Der Antrag auf Wiedereinsetzung in den vorigen Stand gegen die Versäumung der Wahl des Rechtsmittels innerhalb der Frist des § 345 Abs. 1 StPO ist unzulässig.
Wenn ein Urteil statt mit der Berufung auch mit der Revision angegriffen werden kann, so steht es dem Rechtsmittelführer frei, innerhalb der Rechtsmittelfrist lediglich zu erklären, dass er das Urteil anfechte (vgl. BGHSt 2, 63). Nach der Zustellung des angefochtenen Urteils kann er dann bis zum Ablauf der Frist, die für eine Revisionsbegründung gelten würde (§ 345 Abs. 1 StPO) die Wahl treffen, ob das eingelegte Rechtsmittel eine Berufung oder eine Revision sein soll (vgl. BGH a.a.O.: BGHSt 33, 183; OLG Hamm NStZ 1991, 601). Dies gilt auch im Jugendrecht (vgl. Eisenberg, JGG, 14. Auflage, § 55, Rdnr. 58).

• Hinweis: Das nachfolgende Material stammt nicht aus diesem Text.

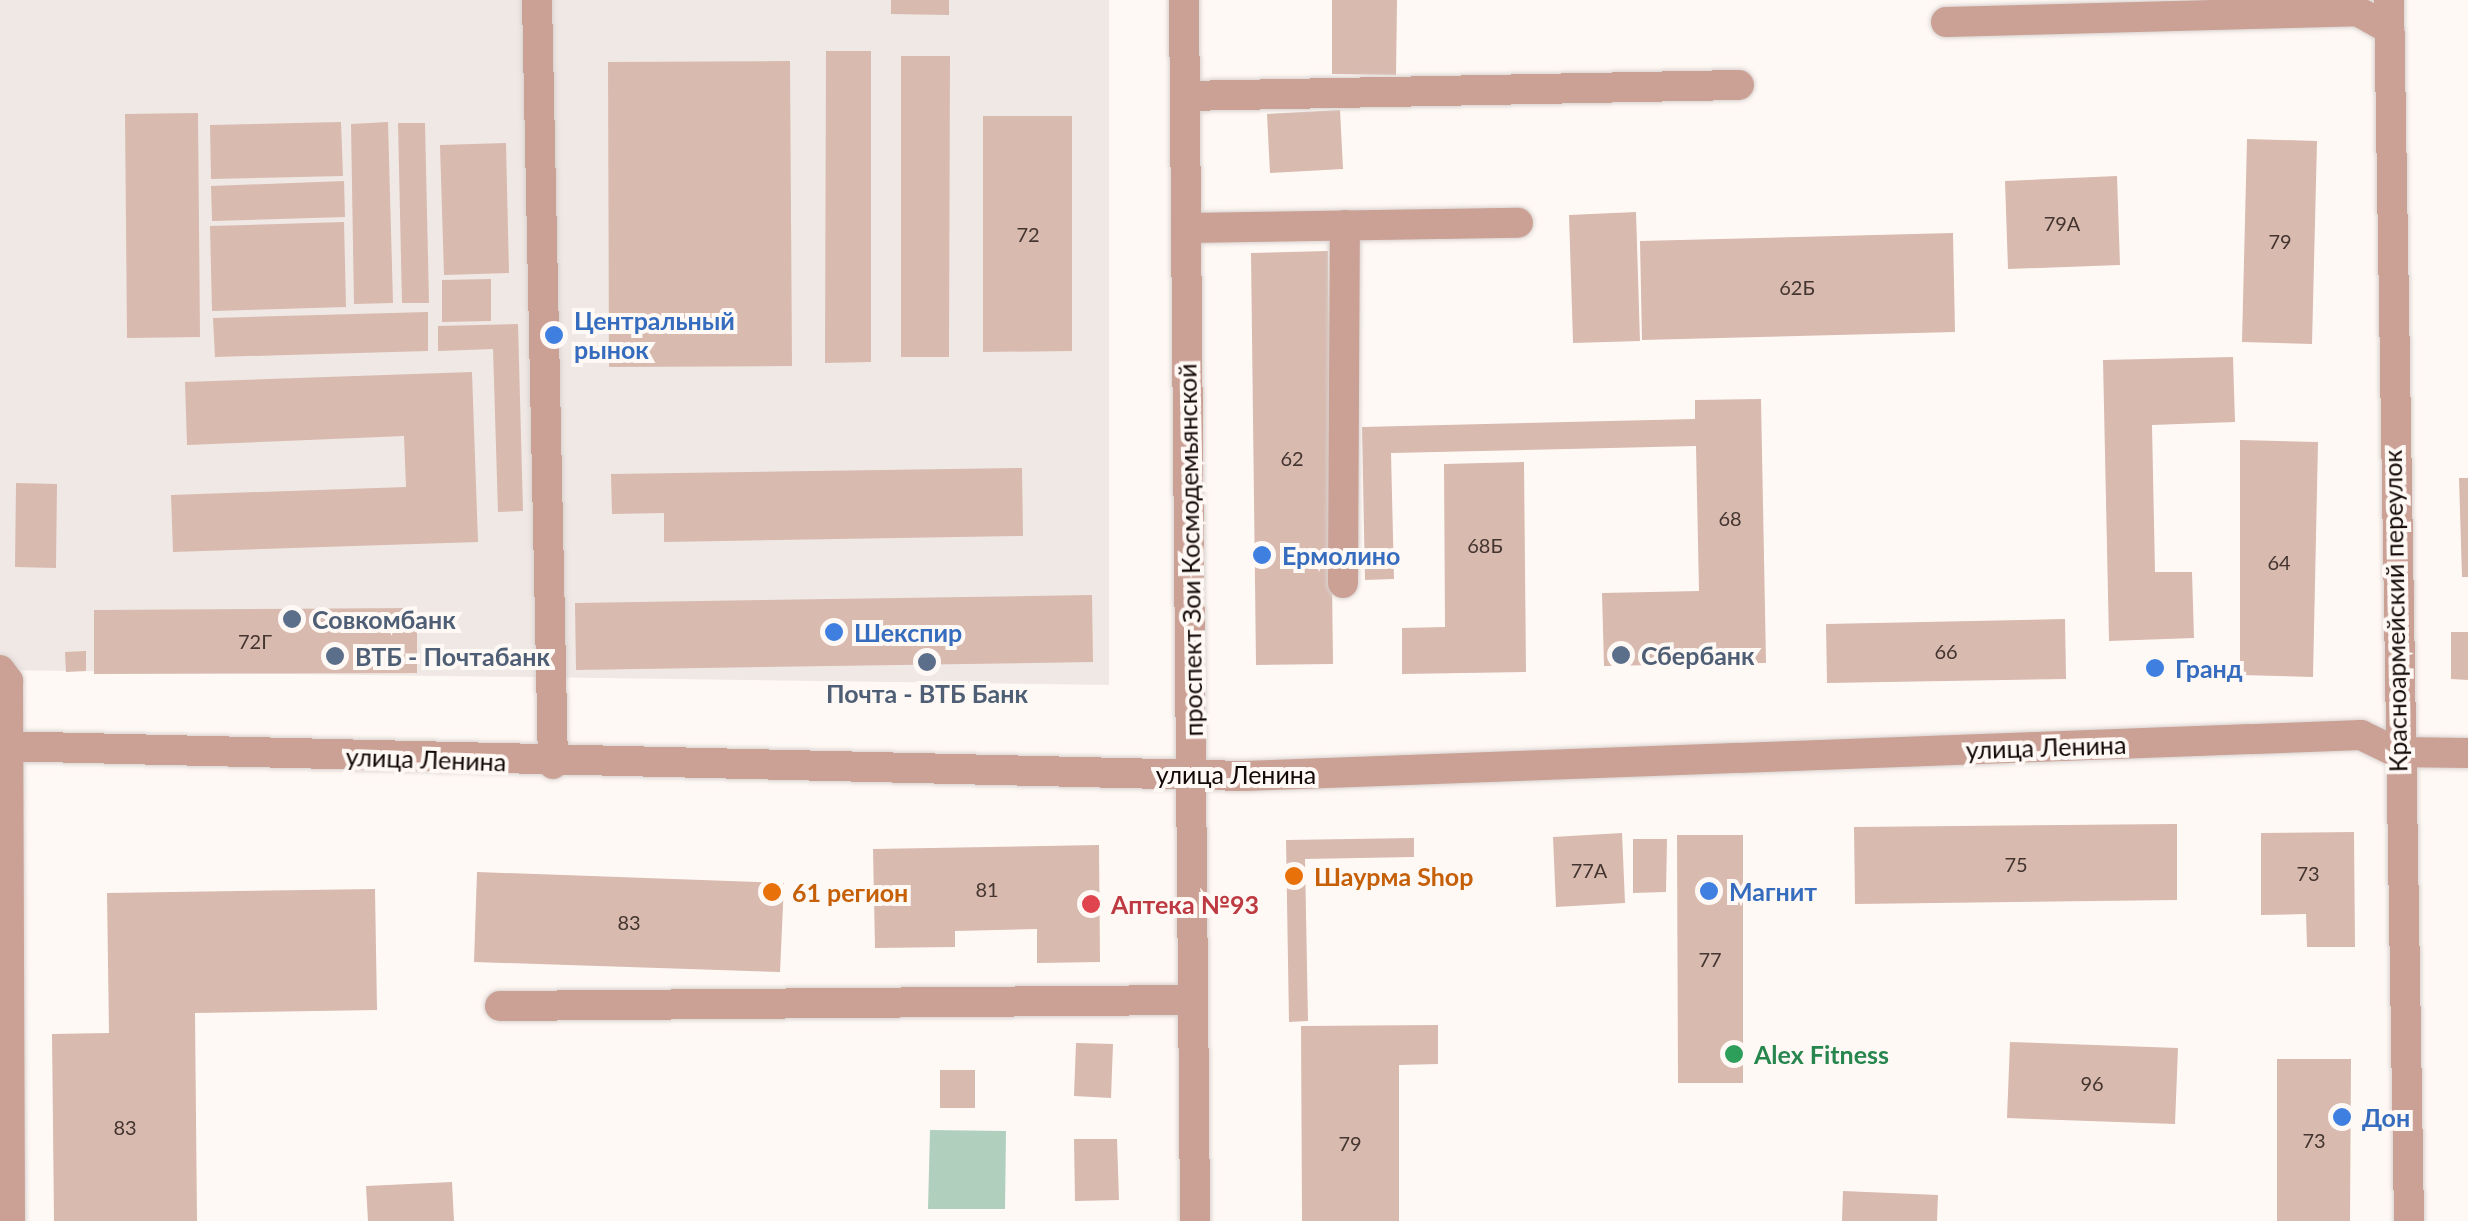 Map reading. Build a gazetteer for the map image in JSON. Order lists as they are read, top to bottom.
{
  "streets": {
    "street": ["проспект Зои Космодемьянской", "Красноармейский переулок", "улица Ленина"]
  },
  "crossings": [
    ["проспект Зои Космодемьянской", "улица Ленина"],
    ["Красноармейский переулок", "улица Ленина"]
  ],
  "places": [
    "Центральный рынок",
    "Ермолино",
    "Совкомбанк",
    "Шекспир",
    "Сбербанк",
    "ВТБ - Почтабанк",
    "Почта - ВТБ Банк",
    "Гранд",
    "Шаурма Shop",
    "Магнит",
    "61 регион",
    "Аптека №93",
    "Alex Fitness",
    "Дон"
  ],
  "house_numbers": [
    "79А",
    "72",
    "79",
    "62Б",
    "62",
    "68",
    "68Б",
    "64",
    "72Г",
    "66",
    "75",
    "77А",
    "73",
    "81",
    "83",
    "77",
    "96",
    "83",
    "73",
    "79"
  ]
} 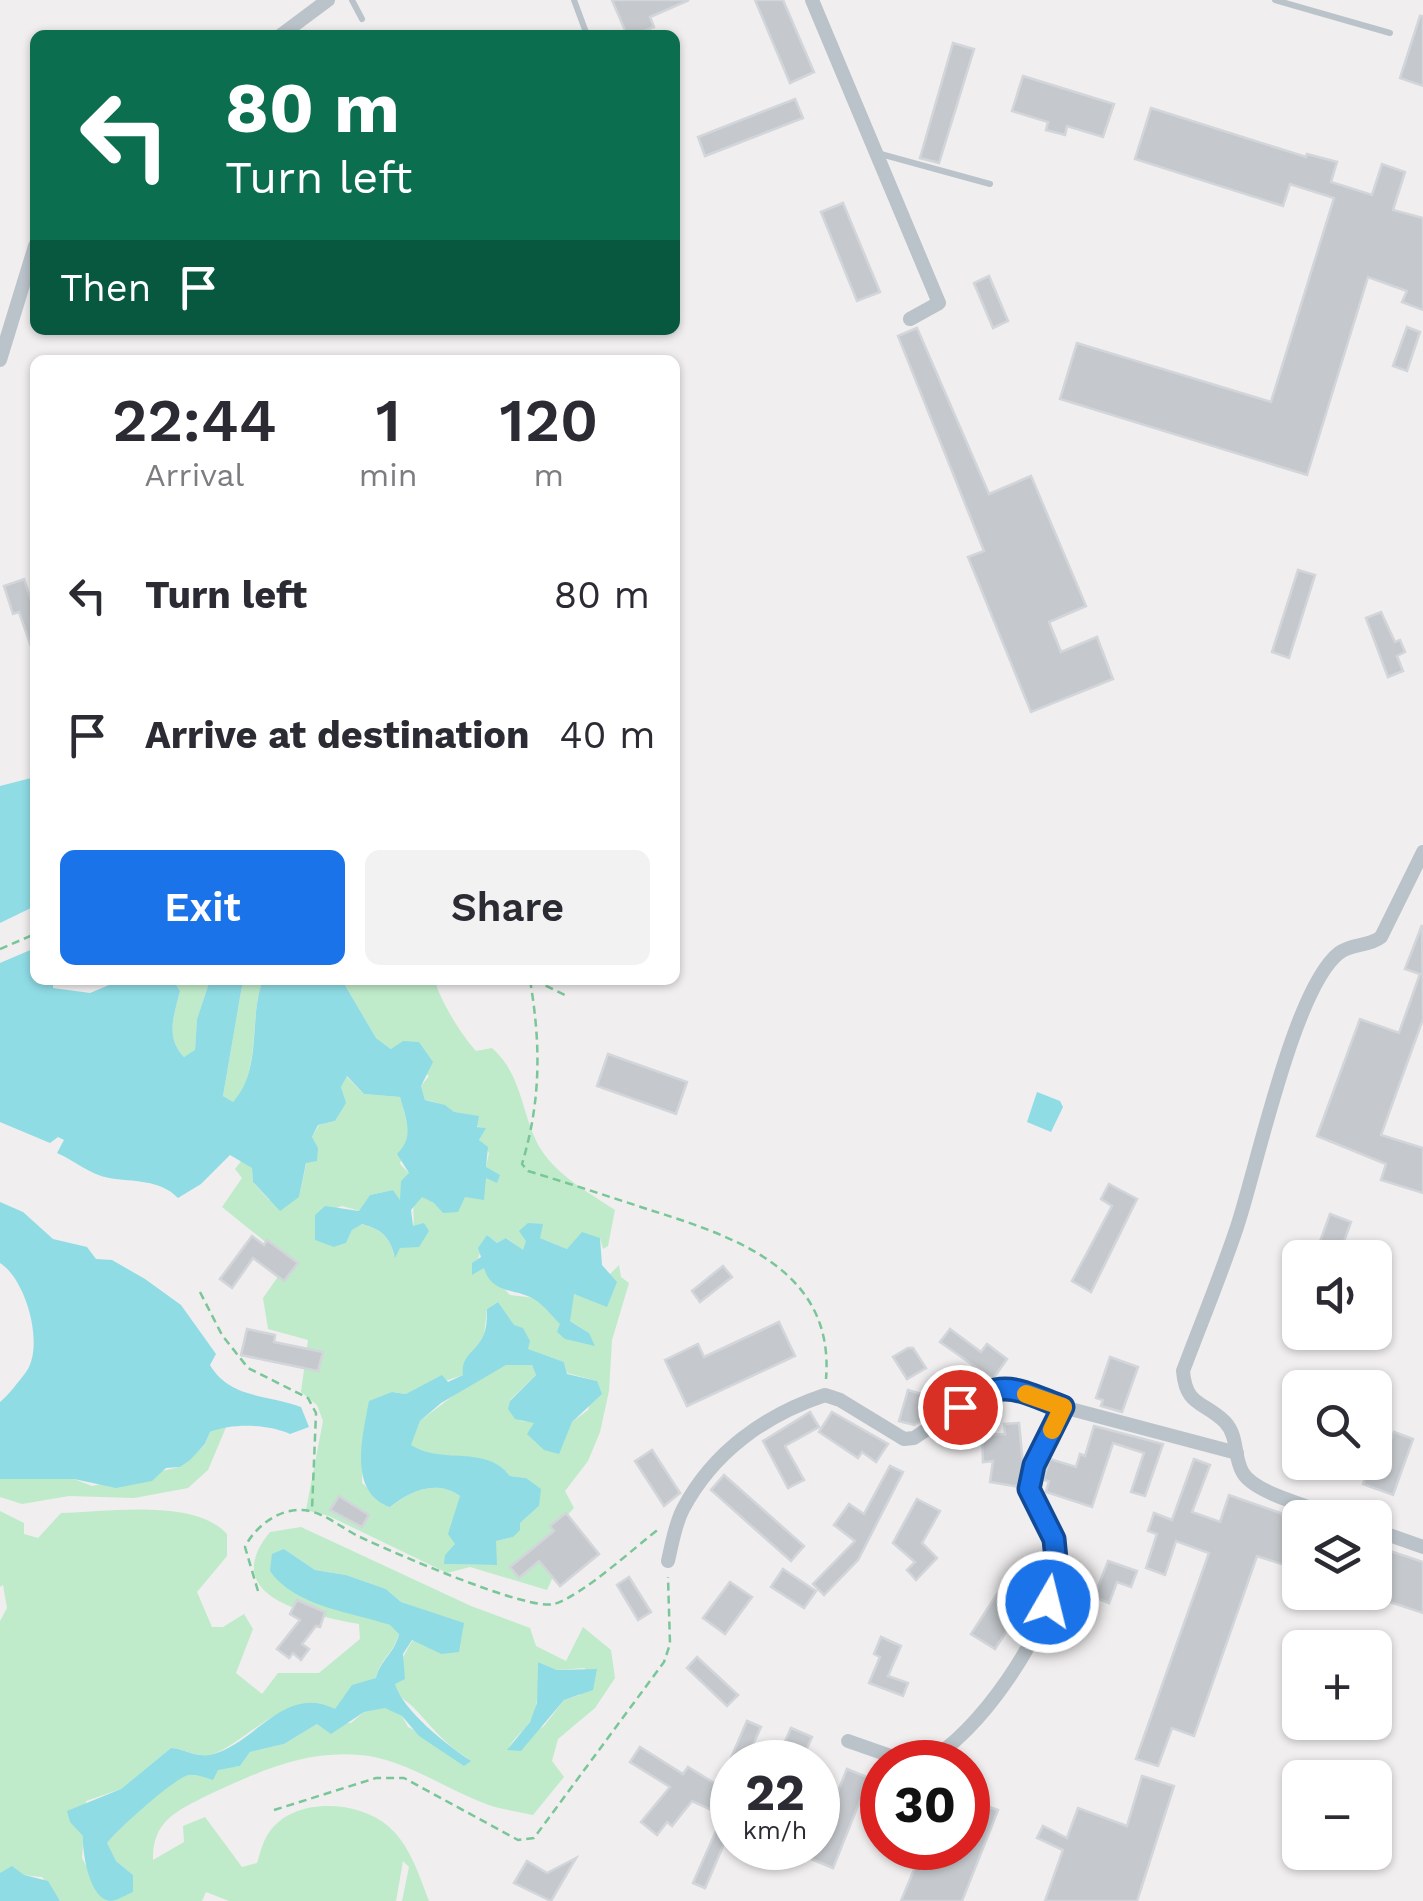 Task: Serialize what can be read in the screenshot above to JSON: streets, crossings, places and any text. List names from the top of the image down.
{
  "page": {
    "turn": ["80 m", "Turn left"],
    "then": "Then",
    "eta": [
      "22:44",
      "Arrival",
      "1",
      "min",
      "120",
      "m"
    ],
    "list": [
      {
        "name": "Turn left",
        "value": "80 m"
      },
      {
        "name": "Arrive at destination",
        "value": "40 m"
      }
    ],
    "buttons": ["Exit", "Share"],
    "map_buttons": ["+", "−"],
    "speed": "22 km/h",
    "limit": "30"
  }
}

Nach der in Literatur und Rechtsprechung nahezu einhellig vertretenen und zutreffenden Auffassung ist eine Wiedereinsetzung in den vorigen Stand gegen die Versäumung der Wahl nach rechtzeitiger Rechtsmitteleinlegung unzulässig (vgl. Meyer-Goßner, StPO 54. Auflage, § 335, Rdnr. 8: Löwe-Rosenberg, StPO Hanack, 25. Auflage, § 335, Rdnr. 14; Karlsruher Kommentar zur StPO Kuckein, 6. Auflage, § 335, Rdnr. 6; OLG Hamm, NStZ 1991, 601; OLG Köln NStZ 1994, 199; BayObLG wistra 2001, 279 m.w.N.). Solange sich der Rechtsmittelführer nicht eindeutig für die Revision entscheidet, handelt es sich bei dem von ihm (unbestimmt) eingelegten Rechtsmittel um eine Berufung (vgl. BGHSt 33, 183), so dass er mit dem Unterlassen einer fristgerechten Rechtsmittelwahl bzw. eines fristgerechten Rechtsmittelübergangs keine eigenständige, einer selbständigen Frist unterliegende Prozesshandlung versäumt, gegen die Wiedereinsetzung gewährt werden könnte, sondern lediglich das zunächst unbenannte, aber von vornherein als Berufung anzusehende Rechtsmittel nunmehr endgültig als Berufung feststeht (vgl. BayObLG a.a.O.). Zudem handelt es sich bei der unbestimmte Rechtsmitteleinlegung um eine Möglichkeit, die in der Strafprozessordnung keine ausdrückliche Erwähnung findet und Rechtsmittelführern erst durch die o.g. Rechtsprechung eröffnet wurde.
Es besteht auch kein Rechtsschutzbedürfnis für eine Wiedereinsetzung, zumal dem Rechtsmittelführer dadurch, dass sein Rechtsmittel als Berufung durchgeführt wird, der umfassendste mögliche Rechtsschutz gewährt wird (vgl. OLG Hamm a.a.O.; BayObLG a.a.O.).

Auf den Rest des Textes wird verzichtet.